Greenhalgh and Wong's editorial1 on revalidation is timely and important. I have just completed a so-called ‘Strengthened Medical Appraisal’ or SMA, and found the experience not only infuriatingly clumsy in terms of its online functionality, but pathetically irrelevant to my own sense of what it is to be, I hope, an adequate GP. And, just as Greenhalgh and Wong foresee, the requirement for this annual exercise is very likely to dissuade me from continuing in practice part-time following my retirement in May.
At the heart of the appraisal process is the matching of ‘supporting information’ to 12 ‘attributes’ clustered into four ‘domains’, the idea being that by filling in all the gaps over the 5-year revalidation cycle one thereby demonstrates oneself to be a fully-rounded and competent practitioner. Each year the ‘personal development plan’ is designed to fill in the missing gaps, while conscientious ‘reflection’ serves to consolidate the learning process. The problem, for me at least, is that this approach bears absolutely no relation to how I have spent my past quarter-century.
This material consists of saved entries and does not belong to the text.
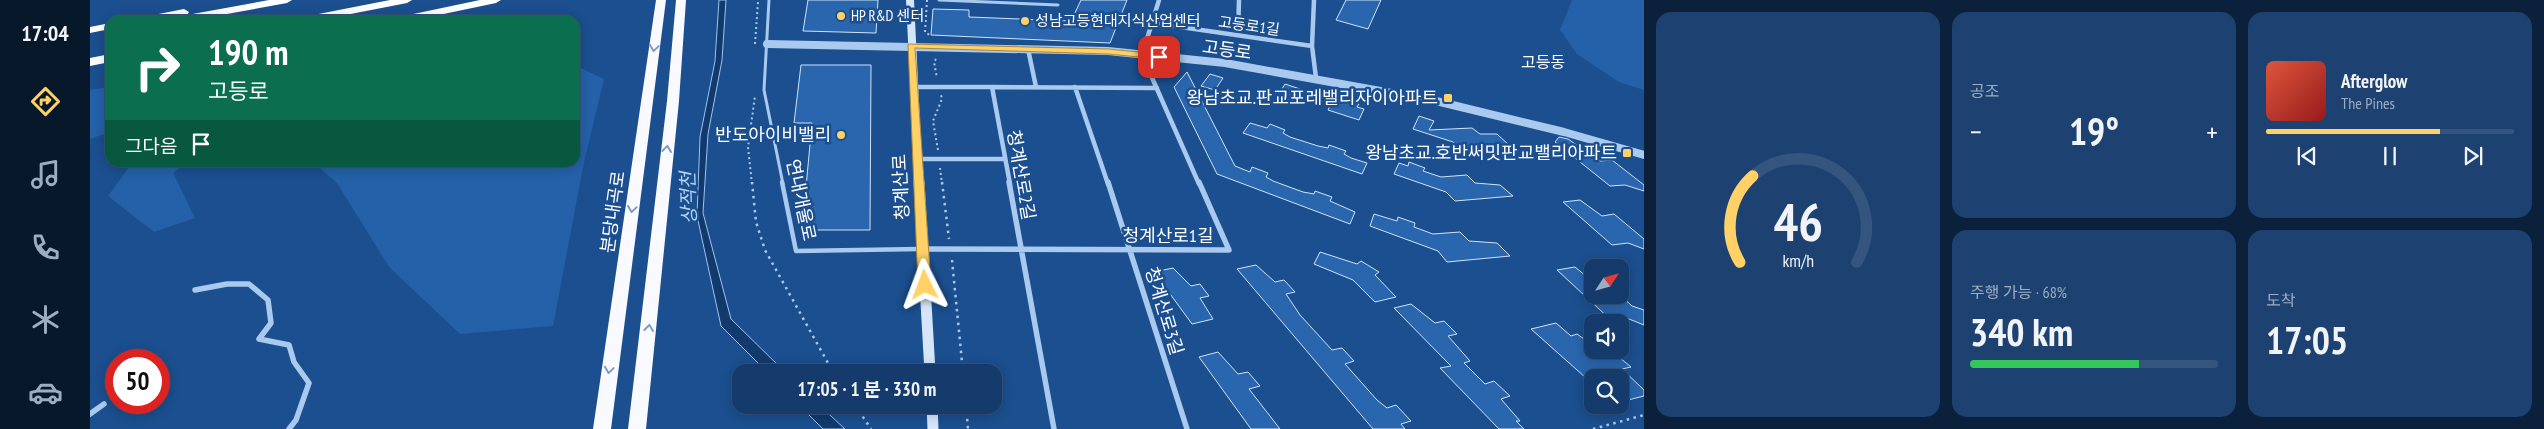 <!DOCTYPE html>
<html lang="ko">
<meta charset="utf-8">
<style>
:root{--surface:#143b6b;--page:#1d4271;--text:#f1f3f6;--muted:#9dadc1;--line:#33557e;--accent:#ffd166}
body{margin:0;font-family:"PT Sans Narrow","Noto Sans KR",sans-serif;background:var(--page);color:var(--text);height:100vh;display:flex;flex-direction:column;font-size:19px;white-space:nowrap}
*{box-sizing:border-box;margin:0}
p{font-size:16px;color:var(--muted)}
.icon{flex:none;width:28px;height:28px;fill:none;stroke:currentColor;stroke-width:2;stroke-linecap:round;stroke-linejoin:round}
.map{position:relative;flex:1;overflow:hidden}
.side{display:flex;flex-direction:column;gap:12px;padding:12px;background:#0b203b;width:900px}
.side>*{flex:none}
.hud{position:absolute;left:15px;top:15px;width:475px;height:152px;border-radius:15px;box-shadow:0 2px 12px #0003,0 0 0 1px var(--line);background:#0b6e4f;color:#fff;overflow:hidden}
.needle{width:32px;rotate:54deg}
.buttons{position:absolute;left:1494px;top:259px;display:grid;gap:10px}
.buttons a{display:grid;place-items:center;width:45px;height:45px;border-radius:10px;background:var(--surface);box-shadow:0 2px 12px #0003,0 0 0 1px var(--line);font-size:25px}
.speed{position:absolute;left:15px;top:349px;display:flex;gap:10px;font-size:25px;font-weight:700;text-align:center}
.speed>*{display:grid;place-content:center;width:65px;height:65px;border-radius:50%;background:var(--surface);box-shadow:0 2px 12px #0003,0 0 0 1px var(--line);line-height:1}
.speed .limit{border:8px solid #d22;background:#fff;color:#111}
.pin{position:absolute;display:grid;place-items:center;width:42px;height:42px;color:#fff;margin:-21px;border-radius:10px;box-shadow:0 2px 8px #0006}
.me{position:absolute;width:55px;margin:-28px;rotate:357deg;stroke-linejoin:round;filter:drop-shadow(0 0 4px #0008)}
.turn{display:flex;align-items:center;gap:18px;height:105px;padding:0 20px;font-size:22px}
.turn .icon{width:65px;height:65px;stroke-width:2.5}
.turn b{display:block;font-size:35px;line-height:42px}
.then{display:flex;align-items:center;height:48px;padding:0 20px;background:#0003;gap:10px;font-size:19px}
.big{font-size:38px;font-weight:700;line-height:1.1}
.side .card{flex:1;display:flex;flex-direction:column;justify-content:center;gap:8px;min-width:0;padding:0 18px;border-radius:15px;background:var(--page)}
.side .dial{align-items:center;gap:0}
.dial svg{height:130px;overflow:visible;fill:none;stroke:var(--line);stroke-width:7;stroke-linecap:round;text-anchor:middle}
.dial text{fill:var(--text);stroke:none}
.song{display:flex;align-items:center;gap:15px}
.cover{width:60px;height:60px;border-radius:8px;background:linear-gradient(135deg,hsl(10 70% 55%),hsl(0 70% 35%))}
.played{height:5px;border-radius:2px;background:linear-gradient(90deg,var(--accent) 70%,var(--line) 70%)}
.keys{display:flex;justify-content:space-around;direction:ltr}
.heat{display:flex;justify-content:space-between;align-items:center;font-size:28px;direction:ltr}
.charge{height:8px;border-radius:4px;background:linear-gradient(90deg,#34c759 68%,var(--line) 0)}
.side .tiles{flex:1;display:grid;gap:12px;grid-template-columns:repeat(3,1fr)}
.card:first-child{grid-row:span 2}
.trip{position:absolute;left:642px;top:364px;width:270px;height:50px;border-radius:15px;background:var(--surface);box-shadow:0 2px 12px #0003,0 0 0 1px var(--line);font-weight:700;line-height:50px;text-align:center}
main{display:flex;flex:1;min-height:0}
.tab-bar{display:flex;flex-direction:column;width:90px;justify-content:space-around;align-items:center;background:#08182b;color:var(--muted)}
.tab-bar .icon{width:35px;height:35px}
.tab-bar .active{color:var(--accent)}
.tab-bar b{font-size:22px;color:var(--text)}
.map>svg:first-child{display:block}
.green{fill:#2461a8}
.water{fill:#123a6d;stroke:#9cc4f0}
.building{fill:#2a66ad;stroke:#cfe3fa}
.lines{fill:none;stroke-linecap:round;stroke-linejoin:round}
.path-far1{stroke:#a9c9ee;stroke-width:2;stroke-dasharray:2 3;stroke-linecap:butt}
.path{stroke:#a9c9ee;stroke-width:2.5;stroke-dasharray:2.5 4.5;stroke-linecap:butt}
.service-far1{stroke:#a9c9ee;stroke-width:3}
.service{stroke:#a9c9ee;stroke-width:4.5}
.minor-far1{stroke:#a9c9ee;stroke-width:4.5}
.minor{stroke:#a9c9ee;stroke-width:5.5}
.tertiary{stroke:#a9c9ee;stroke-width:8}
.secondary-far1{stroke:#d6e6fa;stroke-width:8}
.secondary{stroke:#d6e6fa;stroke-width:11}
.trunk{fill:#f8faff;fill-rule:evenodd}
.motorway{fill:#fff;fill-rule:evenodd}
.oneway{stroke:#7e9cc1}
.route{fill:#ffd166;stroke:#a68842}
.poi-dot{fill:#ffd166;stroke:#1b4f8f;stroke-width:2}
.labels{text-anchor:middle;stroke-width:5;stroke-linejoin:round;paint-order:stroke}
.far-poi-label{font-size:15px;fill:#fff;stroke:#1b4f8f;text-anchor:start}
.far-street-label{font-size:15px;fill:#fff;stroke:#1b4f8f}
.far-quarter-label{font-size:16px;fill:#fff;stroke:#1b4f8f}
.street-label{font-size:18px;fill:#fff;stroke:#1b4f8f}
.poi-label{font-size:18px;fill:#fff;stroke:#1b4f8f;text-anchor:end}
.water-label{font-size:19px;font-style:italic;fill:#b5d3f5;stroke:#1b4f8f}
</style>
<main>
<nav class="tab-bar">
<b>17:04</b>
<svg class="icon active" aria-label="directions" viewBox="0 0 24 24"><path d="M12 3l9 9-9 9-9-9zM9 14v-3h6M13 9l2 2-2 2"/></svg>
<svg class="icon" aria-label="music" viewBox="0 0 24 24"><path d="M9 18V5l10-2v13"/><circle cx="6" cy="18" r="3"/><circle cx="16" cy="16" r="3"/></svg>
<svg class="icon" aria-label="phone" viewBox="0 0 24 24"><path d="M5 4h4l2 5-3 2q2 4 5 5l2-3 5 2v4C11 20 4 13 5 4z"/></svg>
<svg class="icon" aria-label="climate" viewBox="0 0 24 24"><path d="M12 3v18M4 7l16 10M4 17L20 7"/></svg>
<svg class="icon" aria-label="car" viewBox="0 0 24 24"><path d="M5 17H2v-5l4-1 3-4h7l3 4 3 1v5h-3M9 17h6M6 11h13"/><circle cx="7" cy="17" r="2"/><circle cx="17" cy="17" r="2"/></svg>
</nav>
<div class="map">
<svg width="1554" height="429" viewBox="0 0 1554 429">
<rect width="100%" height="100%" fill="#1b4f8f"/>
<!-- green -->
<path class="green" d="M1482 0H1554V90L1529 82 1487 54 1470 30Z
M485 65 514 79 493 167 463 326 370 334 299 267 247 183 224 163 485 162Z
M20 87V132L0 139V90Z
M42 163H96L83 173 105 218 64 232 18 196Z"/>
<!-- water -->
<path class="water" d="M629 0H636L632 60 618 134 613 213 641 319 695 372H677L631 326 607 216 610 137 625 61Z
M709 405H729L755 429H733Z"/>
<!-- building -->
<path class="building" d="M718 0H788L786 33 713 31Z
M991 0H1037L1020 43 841 35 843 9 879 10V17L981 21Z
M1256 0H1291L1278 29 1246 20Z
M711 65H781L780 230H712L722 123H704Z
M1097 72 1145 166 1160 172 1162 167 1178 173 1176 177 1183 181 1213 192 1224 194 1225 191 1242 197 1240 201 1265 212 1260 224 1127 174 1084 87Z
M1120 74 1133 78 1125 90 1111 86Z
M1195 84 1210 89 1201 101 1187 97Z
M1243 100 1252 102 1253 100 1269 104 1267 107 1274 109 1269 120 1238 110Z
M1329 116 1344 121 1339 130 1382 128 1390 134H1407L1420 146 1372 150 1363 142 1323 129Z
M1160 123 1177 128 1180 124 1195 130 1193 133 1200 137 1228 146 1238 148 1239 145 1256 151 1254 154 1261 158 1277 163 1272 174 1153 133Z
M1469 137 1478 139 1510 161 1522 160 1554 185V191L1535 185 1520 186 1465 142Z
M1319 162 1335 168 1333 171 1351 177 1377 175 1385 183 1410 185 1423 196 1365 201 1356 192 1304 174 1309 163 1318 166Z
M1490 200 1512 216 1524 214 1554 239V249L1538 243 1522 245 1473 202Z
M1284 214 1307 221 1308 217 1325 223 1324 227 1343 234 1370 232 1379 241 1407 243 1420 256 1357 262 1348 251 1280 226Z
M1230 252 1267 264 1271 261 1289 272 1285 275 1306 297 1285 302 1263 280 1224 264Z
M1166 265 1185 282 1194 280 1205 292 1196 294 1210 315 1242 350 1252 348 1264 361 1255 364 1287 400 1297 408 1306 405 1321 421 1311 424 1315 429H1283L1147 269Z
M1485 267 1502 281V295H1530L1542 306 1554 310V325L1539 319 1522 321 1467 270Z
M1083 268 1101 286 1110 284 1119 296 1110 298 1123 319 1102 324 1064 272Z
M1321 304 1345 323 1354 321 1367 334 1358 336 1380 361 1374 363 1395 384 1404 381 1420 396 1411 399 1430 421H1426L1434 429H1409L1350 368 1361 366 1304 308Z
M1466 323 1481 336 1487 334 1494 339 1502 346V350H1509L1515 355 1524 353 1541 367 1532 369 1554 390V396L1530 402V378H1496L1441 329Z
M1128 352 1148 374 1158 372 1170 386 1159 389 1190 429H1161L1109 357Z"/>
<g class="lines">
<!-- path-far1 -->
<path class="path-far1" d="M837 0 835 32 841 36
M665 44 668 2
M846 59 844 62 847 78
M848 150 843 121 852 99 851 95
M850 168 852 184
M662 184 658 147 665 96"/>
<!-- path -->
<path class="path" d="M662 182 666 222 675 250 743 372
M852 182 859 239
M862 260 873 372
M765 405 781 429
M876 405 878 429
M1503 429 1554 415"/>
<!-- service-far1 -->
<path class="service-far1" d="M679 0 674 90 693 184
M849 0 968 5"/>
<!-- service -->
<path class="service" d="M692 182 706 251 830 249"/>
<!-- minor-far1 -->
<path class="minor-far1" d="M1069 0 1052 55 1109 184
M1063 23 1222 46 1224 0
M1148 35 1149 0
M1222 46 1226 78
M938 49 946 87
M823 87H902
M985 87 1018 184
M827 159H915
M920 184 902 87 1067 88"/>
<!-- minor -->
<path class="minor" d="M919 182 964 429
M1018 182 1097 429
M833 249 1139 250 1109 182
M105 290 137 284H159L178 300 181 323 169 339 199 345 204 362 219 383 206 420 199 429
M0 414 14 404"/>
<!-- tertiary -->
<path class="tertiary" d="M677 44 1018 51 1135 63 1346 101 1474 132 1554 155"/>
<!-- secondary-far1 -->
<path class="secondary-far1" d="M820 0 829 184"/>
<!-- secondary -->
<path class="secondary" d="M829 182 840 372
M842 405 843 429"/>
<!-- trunk -->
<path class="trunk" d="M566 0H576L521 429H503Z
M586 0H596L589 101 556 429H538L577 101Z"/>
<!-- motorway -->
<path class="motorway" d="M179 0H202L197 3 104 20H79L81 18 47 20 53 17 94 9 99 12 97 15Z
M300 0H322L317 3 230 20H207L213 17Z
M390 0H411L406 3 325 20H303L309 17Z
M20 23V29L0 33V27Z
M20 54V62L0 66V58Z"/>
</g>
<!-- one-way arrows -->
<defs><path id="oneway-chevron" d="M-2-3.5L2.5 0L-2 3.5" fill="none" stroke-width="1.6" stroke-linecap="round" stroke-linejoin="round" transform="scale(1.25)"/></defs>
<g class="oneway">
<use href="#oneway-chevron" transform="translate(564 48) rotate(98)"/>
<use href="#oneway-chevron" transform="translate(577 149) rotate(-83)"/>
<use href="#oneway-chevron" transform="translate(542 209) rotate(98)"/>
<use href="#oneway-chevron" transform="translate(559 328) rotate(-83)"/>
<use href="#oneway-chevron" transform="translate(519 370) rotate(98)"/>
</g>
<!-- route -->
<path class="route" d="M818 44 1018 49 1069 54 1073 57 1069 59 1018 54 825 48 841 285 835 289 828 285Z"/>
<!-- markers -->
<g class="poi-dot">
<circle cx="751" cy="16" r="5"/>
<circle cx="935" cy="21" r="5"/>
<rect x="1353" y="93" width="10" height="10" rx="2.5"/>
<circle cx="751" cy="135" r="5"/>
<rect x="1532" y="148" width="10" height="10" rx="2.5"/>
</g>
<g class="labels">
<!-- far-poi labels -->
<g class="far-poi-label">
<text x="761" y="21">HP R&amp;D 센터</text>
<text x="945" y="26">성남고등현대지식산업센터</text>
</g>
<!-- far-street labels -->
<g class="far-street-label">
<text transform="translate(1159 26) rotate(8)" y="5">고등로1길</text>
</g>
<!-- far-quarter labels -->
<g class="far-quarter-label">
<text x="1453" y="68">고등동</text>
</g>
<!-- street labels -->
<g class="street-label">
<text transform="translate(1137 50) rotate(8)" y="6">고등로</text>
<text transform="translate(931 175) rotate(80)" y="6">청계산로2길</text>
<text transform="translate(811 187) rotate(-93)" y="6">청계산로</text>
<text transform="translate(711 200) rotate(78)" y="6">연내개울로</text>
<text transform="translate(523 212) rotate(-82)" y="6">분당내곡로</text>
<text x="1078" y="242">청계산로1길</text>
<text transform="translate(1074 311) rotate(73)" y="6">청계산로3길</text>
</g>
<!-- poi labels -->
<g class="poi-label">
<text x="1348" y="104">왕남초교.판교포레밸리자이아파트</text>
<text x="741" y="141">반도아이비밸리</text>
<text x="1527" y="159">왕남초교.호반써밋판교밸리아파트</text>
</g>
<!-- water labels -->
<g class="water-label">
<text transform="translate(598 198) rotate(-92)" y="7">상적천</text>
</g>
</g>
</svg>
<div class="buttons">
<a><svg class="needle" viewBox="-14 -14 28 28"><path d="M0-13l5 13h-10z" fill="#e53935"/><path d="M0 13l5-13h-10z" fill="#9dadc1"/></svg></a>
<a><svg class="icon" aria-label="sound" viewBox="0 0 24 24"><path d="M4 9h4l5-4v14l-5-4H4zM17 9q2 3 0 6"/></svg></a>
<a><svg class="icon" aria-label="search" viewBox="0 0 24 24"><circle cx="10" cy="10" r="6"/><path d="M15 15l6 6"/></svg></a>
</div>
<div class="speed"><div class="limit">50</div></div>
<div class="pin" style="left:1069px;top:57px;background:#d93025"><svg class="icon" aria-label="arrive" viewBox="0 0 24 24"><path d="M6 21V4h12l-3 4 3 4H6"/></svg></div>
<svg class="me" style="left:835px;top:285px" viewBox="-20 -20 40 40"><path d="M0-17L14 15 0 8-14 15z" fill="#ffd166" stroke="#fff" stroke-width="4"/></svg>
<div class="trip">17:05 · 1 분 · 330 m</div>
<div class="hud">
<div class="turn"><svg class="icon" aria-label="right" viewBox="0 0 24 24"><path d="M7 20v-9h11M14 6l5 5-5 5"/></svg><div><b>190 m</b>고등로</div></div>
<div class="then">그다음<svg class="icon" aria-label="arrive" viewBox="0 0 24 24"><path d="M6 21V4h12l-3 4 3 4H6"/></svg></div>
</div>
</div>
<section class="side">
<div class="tiles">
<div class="card dial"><svg viewBox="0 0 100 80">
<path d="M14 69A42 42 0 1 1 86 69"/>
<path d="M14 69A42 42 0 0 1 22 16" stroke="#ffd166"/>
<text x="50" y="56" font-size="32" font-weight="700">46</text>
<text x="50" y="72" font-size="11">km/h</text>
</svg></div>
<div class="card"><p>공조</p>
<div class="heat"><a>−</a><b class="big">19°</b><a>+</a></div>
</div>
<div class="card">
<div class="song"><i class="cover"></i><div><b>Afterglow</b><p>The Pines</p></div></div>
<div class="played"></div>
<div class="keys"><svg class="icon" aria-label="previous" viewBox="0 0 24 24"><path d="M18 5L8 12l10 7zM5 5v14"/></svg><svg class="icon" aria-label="pause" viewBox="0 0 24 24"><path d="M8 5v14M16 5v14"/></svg><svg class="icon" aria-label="next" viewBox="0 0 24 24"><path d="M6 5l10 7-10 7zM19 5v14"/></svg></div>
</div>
<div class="card"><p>주행 가능 · 68%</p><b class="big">340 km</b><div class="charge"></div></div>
<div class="card"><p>도착</p><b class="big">17:05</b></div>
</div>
</section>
</main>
I believe myself to have internalised professional standards, imbued through training and subsequent experience, that I would find difficult to put into words (although I did try a few years ago2), but whose maintenance is a matter of personal pride. I expect to be judged by colleagues and patients, and like to think that I am aware of my shortcomings. As for my professional development, I have pursued various interests down the years, including a spell as a trainer, but rarely have I had a clear plan; chance and opportunity have played a greater part.
By all means let us build audit, significant event monitoring, and some form of feedback into our practice organisation; and let us admit that a regular objective test of our knowledge-base should be a requirement to continue in practice. But let's not allow ourselves to be cowed into the bureaucratic, prescriptive, painting-by-number exercise that is currently being foisted on us.
I cannot resist ending by pointing out that SMA is also the name of an infant formula. Coincidence or rich irony?